Please download and install the Databases manually by following the commands below:
!!! /!\ Edit the 2 first lines to match the wished version of the DB /!\ !!!
Commands:
=========
# See here for latest db available: https://github.com/ebi-pf-team/interproscan or http://ftp.ebi.ac.uk/pub/software/unix/iprscan/5/
# Set versions
version_major=5.59
version_minor=91.0
CONDA_PREFIX=/the/path/to/your/interproscan/conda/env/
# get the md5 of the databases
wget http://ftp.ebi.ac.uk/pub/software/unix/iprscan/5/${version_major}-${version_minor}/interproscan-${version_major}-${version_minor}-64-bit.tar.gz.md5
# get the databases (with core because much faster to download)
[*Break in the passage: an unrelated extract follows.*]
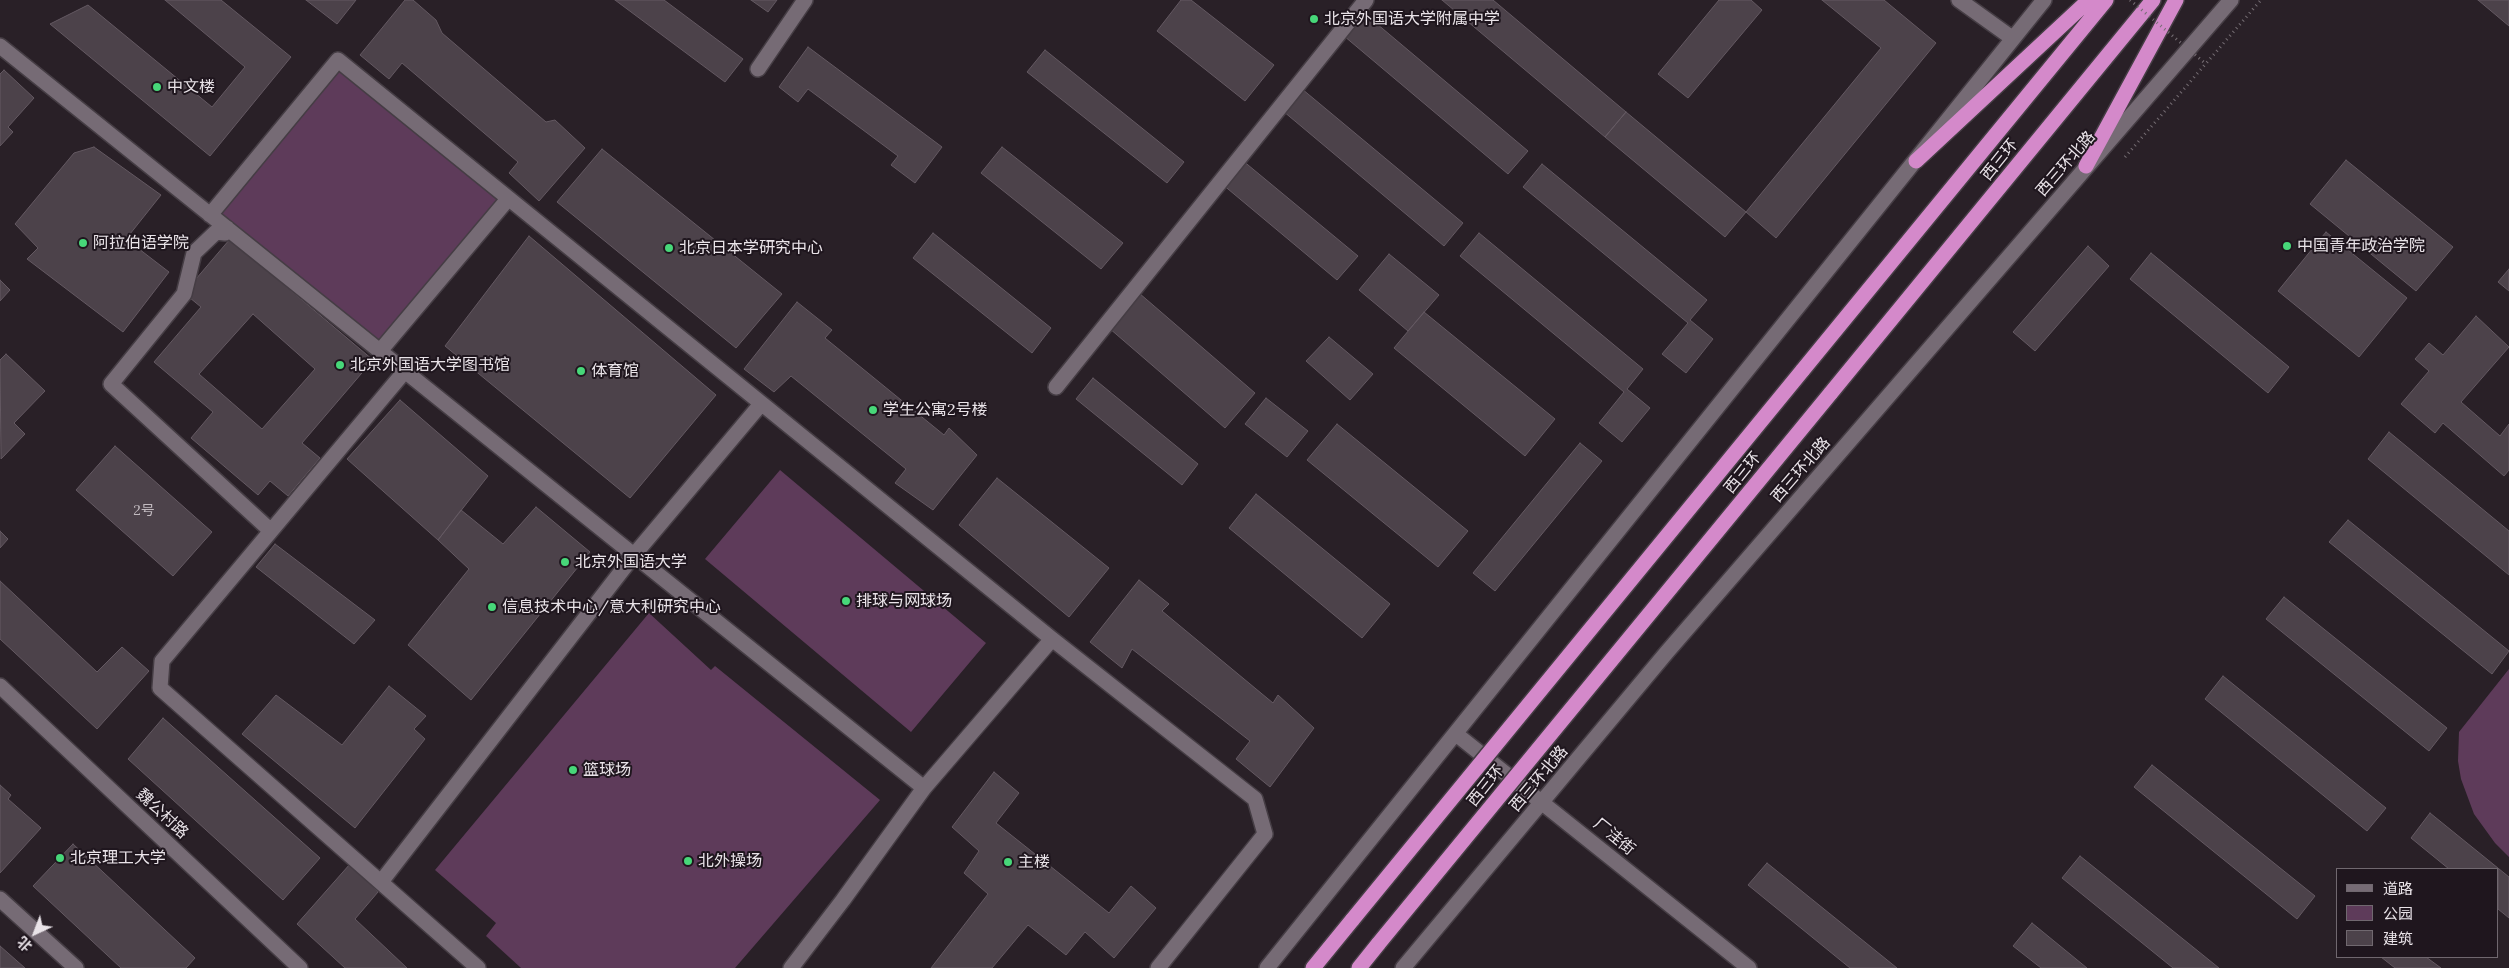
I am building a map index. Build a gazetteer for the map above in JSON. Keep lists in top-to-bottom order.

wget http://ftp.ebi.ac.uk/pub/software/unix/iprscan/5/${version_major}-${version_minor}/interproscan-${version_major}-${version_minor}-64-bit.tar.gz
# checksum
md5sum -c interproscan-${version_major}-${version_minor}-64-bit.tar.gz.md5
# untar gz
tar xvzf interproscan-${version_major}-${version_minor}-64-bit.tar.gz
# remove the sample DB bundled by default
rm -rf $CONDA_PREFIX/share/InterProScan/data/
# copy the new db
cp -r interproscan-${version_major}-${version_minor}/data $CONDA_PREFIX/share/InterProScan/
INFO:
====
Phobius (licensed software), SignalP, SMART (licensed components) and TMHMM use
licensed code and data provided by third parties. If you wish to run these
analyses it will be necessary for you to obtain a licence from the vendor and
configure your local InterProScan installation to use them.
(see more information in $CONDA_PREFIX/share/InterProScan/data/<db>)
done
#
# To activate this environment, use
#
# $ conda activate interproscan-env
#
# To deactivate an active environment, use
#
# $ conda deactivate
Did you also follow the extra instructions when making the local interproscan conda installation?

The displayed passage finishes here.